SCMP August 13 2009
Once upon a time the idea of united front tactics was to use non-communist
progressive forces to strengthen the communist-led assault on feudalism,
landlordism, organised crime, monopoly capitalism and bureaucratic
corruption. Today, it seems that the purpose of a united front, as
understood by Beijing and as practised by its acolytes, is to protect
a new hereditary feudalism, the power of landlords and monopoly capitalists,
and of gambling empires that thrive on the ready availability of large-scale
money laundering, prostitution and related rackets.
Hong Kong was recently host to United Front Work Department chief
Du Qinglin, who was in the city to launch a local branch of the China
Reunification Council, another body seemingly designed to offer local
bigwigs new opportunities to ingratiate themselves with Beijing in
the hope of the usual commercial rewards. Mr Du provided an opportunity
for a group of leading landlords to express their dissatisfaction with
the Legislative Council for hindering projects that would favour themselves
and the bureaucrats who do their bidding, or for demanding health and
environmental safeguards. Legco's modest attempts to achieve transparency,
a level playing field and replace collusion with competition are an
obstacle to their interests.
Those reported criticising Legco included Executive Council convenor
Leung Chun-ying, close ally of the developers and possible chief executive,
and Henry Cheng Kar-shun, head of his family's property, bus and gambling
empire and fighting a Legco attempt to query him over New World's hiring
of a top official not long after he sold it a plum property at a price
well below that suggested by Exco. New World was the largest contributor
to Donald Tsang Yam-kuen's re-appointment campaign and is also the
employer of his brother, former police chief Tsang Yam-pui.

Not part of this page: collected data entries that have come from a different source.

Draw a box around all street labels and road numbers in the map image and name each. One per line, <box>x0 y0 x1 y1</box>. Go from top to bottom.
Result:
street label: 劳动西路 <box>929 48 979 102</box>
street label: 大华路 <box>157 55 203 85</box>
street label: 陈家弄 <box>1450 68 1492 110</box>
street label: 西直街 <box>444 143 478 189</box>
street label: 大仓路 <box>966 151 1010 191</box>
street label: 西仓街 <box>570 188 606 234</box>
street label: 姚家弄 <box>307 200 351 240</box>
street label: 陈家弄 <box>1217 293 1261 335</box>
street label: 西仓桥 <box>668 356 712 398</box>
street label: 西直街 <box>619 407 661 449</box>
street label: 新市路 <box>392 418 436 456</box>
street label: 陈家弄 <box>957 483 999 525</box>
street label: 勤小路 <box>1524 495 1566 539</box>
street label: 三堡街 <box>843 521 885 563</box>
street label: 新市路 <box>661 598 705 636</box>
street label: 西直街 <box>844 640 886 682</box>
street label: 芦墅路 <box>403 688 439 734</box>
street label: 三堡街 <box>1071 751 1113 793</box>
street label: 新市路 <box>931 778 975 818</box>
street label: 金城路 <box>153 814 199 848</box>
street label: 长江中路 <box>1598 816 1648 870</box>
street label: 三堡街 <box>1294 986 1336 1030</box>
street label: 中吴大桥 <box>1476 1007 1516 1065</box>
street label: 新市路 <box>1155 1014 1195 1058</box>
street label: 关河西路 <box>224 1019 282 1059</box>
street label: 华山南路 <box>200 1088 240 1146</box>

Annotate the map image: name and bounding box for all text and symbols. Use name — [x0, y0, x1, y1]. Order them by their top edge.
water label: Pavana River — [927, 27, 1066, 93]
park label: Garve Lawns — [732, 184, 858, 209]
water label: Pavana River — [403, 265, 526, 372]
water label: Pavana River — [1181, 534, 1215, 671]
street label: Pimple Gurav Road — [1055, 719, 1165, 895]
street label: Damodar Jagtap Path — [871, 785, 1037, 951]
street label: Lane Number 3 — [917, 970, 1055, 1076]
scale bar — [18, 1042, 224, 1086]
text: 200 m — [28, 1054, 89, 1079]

It is true that Legco and other objectors are holding up some development
projects. But that is to be expected so long as the public can, as
it does, clearly see that the interests of the top policymakers and
officials are aligned with an array of vested interests of whom the
main ones are the developers and the Heung Yee Kuk. In the latter case,
the authorities seem simply afraid of trying to enforce laws on land
use and the Democratic Alliance for the Betterment and Progress of
Hong Kong has brought to its bosom and into Exco Lau Wong-fat, the
still-expanding great landlord of the New Territories and powerful
representative of a feudal relic that denies proper representation
to most of the New Territories inhabitants.
How claimed representatives of Hong Kong's grass roots can live with
this I do not know - except that they were likewise blind to the evils
of the Cultural Revolution. To be part of the united front assumes
abandoning critical faculties and claimed principles in favour of blind
loyalty to the leader, whether the personality cult of Mao Zedong or
the institutional cult of the party.
Beijing's cynical devotion to feudal principles and the merits of
the gambling industry is even more obvious in Macau. There the chief
executive-elect, Fernando Chui Sai-on, is from the same mould as incumbent
Edmund Ho Hau-wah - the families of the three 'patriotic businessmen'
who have fronted for Beijing since Mao's days. Mr Ho retained an interest
in Stanley Ho's main vehicle, Socieded de Turismo e Diversoes de Macau,
for a long time after becoming chief executive. He was also a shareholder
in Air Macau, recently rescued by Macau and Air China.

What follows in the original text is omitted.